- Length: 8.2 mi (13.2 km)
- Location: Teton Range
- Trailheads: Granite Canyon Trailhead Teton Crest Trail
- Use: Hiking
- Elevation change: Approximate gain of 2,600 ft (790 m)
- Highest point: Junction with Teton Crest Trail, 9,000 ft (2,700 m)
- Lowest point: Granite Canyon Trailhead, 6,378 ft (1,944 m)
- Difficulty: Moderate to Strenuous
- Season: Summer to Fall
- Sights: Teton Range
- Hazards: Severe weather

= Granite Canyon Trail =

Hiking trail in Grand Teton National Park in the U.S. state of Wyoming

The Granite Canyon Trail is a 8.2 mi long hiking trail in Grand Teton National Park in the U.S. state of Wyoming.

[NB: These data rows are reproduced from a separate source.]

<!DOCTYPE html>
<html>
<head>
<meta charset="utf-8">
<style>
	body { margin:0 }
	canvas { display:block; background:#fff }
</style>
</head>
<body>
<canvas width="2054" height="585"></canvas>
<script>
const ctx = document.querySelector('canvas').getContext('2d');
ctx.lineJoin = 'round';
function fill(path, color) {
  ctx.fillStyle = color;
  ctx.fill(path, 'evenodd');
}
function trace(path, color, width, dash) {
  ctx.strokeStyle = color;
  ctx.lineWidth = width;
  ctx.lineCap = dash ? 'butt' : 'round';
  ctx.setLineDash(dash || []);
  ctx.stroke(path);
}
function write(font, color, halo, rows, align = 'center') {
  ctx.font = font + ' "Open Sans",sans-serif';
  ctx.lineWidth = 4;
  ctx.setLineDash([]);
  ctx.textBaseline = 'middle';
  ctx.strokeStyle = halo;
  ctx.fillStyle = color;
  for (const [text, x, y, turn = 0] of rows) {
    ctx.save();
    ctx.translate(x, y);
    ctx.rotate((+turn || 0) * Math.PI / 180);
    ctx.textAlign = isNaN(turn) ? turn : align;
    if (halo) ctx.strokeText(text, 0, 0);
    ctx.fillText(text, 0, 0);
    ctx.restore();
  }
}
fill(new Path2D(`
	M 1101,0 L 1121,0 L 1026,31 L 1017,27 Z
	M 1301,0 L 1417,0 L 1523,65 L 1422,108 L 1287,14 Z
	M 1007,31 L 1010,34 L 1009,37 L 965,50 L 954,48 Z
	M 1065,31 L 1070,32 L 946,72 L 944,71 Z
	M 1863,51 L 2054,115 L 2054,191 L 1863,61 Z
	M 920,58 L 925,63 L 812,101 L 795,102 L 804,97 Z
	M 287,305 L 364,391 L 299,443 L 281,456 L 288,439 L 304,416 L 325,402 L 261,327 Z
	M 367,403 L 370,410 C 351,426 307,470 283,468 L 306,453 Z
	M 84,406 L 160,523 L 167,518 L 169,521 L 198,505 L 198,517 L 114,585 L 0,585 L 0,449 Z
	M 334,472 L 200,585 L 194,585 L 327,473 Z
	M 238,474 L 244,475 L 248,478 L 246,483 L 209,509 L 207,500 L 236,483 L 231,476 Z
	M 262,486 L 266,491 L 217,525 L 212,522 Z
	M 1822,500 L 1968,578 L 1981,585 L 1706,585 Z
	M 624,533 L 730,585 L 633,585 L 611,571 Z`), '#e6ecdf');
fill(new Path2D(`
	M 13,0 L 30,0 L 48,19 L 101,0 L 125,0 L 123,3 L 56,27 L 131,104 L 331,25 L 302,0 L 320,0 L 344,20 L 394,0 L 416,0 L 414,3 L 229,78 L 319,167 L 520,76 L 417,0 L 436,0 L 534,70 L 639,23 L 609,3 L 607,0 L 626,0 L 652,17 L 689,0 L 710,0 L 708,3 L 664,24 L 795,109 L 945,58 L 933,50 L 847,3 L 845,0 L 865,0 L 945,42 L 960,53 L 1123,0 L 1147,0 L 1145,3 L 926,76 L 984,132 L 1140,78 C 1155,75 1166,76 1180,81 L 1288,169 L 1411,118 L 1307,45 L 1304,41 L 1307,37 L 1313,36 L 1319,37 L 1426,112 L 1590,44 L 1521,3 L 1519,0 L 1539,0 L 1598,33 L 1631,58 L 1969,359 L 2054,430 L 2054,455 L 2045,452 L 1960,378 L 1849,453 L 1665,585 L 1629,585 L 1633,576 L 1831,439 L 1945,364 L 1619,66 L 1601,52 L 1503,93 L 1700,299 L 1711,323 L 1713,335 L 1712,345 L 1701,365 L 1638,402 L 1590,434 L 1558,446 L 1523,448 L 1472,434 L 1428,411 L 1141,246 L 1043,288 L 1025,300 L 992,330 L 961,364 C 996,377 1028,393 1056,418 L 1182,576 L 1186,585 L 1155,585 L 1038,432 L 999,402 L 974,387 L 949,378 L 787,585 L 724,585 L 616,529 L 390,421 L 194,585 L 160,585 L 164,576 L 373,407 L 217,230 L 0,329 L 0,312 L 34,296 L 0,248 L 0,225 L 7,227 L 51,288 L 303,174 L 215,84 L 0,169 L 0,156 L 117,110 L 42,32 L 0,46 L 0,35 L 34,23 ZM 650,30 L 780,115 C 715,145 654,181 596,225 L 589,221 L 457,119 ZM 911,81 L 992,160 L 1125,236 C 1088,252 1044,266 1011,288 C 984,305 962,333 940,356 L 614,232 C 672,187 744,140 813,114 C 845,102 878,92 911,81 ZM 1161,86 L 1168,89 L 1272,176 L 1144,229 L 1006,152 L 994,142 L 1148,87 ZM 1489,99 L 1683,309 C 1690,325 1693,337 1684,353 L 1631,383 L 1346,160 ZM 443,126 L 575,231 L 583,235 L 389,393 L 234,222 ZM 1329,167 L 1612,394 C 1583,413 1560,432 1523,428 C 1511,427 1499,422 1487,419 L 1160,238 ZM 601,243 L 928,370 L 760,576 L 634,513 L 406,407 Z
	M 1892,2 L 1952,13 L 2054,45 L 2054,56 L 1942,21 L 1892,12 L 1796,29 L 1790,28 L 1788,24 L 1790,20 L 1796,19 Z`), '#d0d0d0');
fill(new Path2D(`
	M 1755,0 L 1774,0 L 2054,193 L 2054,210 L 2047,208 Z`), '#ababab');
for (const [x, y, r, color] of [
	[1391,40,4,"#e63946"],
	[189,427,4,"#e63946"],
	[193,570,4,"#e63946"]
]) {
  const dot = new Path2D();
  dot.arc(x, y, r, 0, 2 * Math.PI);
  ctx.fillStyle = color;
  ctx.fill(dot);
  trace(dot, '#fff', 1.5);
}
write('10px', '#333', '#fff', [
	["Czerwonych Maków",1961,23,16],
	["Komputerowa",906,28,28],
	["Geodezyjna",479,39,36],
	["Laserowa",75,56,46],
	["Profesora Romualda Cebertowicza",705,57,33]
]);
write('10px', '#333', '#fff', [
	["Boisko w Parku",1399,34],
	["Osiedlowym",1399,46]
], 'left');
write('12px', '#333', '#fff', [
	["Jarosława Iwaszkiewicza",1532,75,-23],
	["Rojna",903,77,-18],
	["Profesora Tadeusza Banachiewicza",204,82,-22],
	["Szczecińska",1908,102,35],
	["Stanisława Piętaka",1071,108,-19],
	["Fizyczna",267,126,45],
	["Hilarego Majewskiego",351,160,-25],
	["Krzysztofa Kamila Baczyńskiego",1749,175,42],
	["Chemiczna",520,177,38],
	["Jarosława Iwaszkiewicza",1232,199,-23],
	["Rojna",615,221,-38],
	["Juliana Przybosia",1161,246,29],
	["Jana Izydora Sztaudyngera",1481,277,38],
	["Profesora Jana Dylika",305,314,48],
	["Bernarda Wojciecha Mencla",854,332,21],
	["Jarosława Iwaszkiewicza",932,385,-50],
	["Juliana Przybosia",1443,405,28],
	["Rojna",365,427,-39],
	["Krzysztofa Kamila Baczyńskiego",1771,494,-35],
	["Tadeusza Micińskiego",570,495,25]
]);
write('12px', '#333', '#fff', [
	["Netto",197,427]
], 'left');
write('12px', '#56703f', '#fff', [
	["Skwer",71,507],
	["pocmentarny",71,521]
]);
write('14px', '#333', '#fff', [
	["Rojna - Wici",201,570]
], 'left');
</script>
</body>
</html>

The trail begins at the Granite Canyon trailhead on the Moose-Wilson Road, about 2 mi north of Teton Village and ends at the junction with the Teton Crest Trail near Marion Lake. The trail follows the length of Granite Canyon. Just over a mile before the junction with the Teton Crest Trail, the Open Canyon Trail intercepts this trail from the north. An alternative route is to take the Jackson Hole Mountain Resort ski lift to the top of Rendezvous Mountain and descend 3 mi down the Rendezvous Mountain Trail to junction with the Granite Canyon Trail, a distance of 12 mi and mostly downhill. There are three different camping zones in the canyon which are available by permit.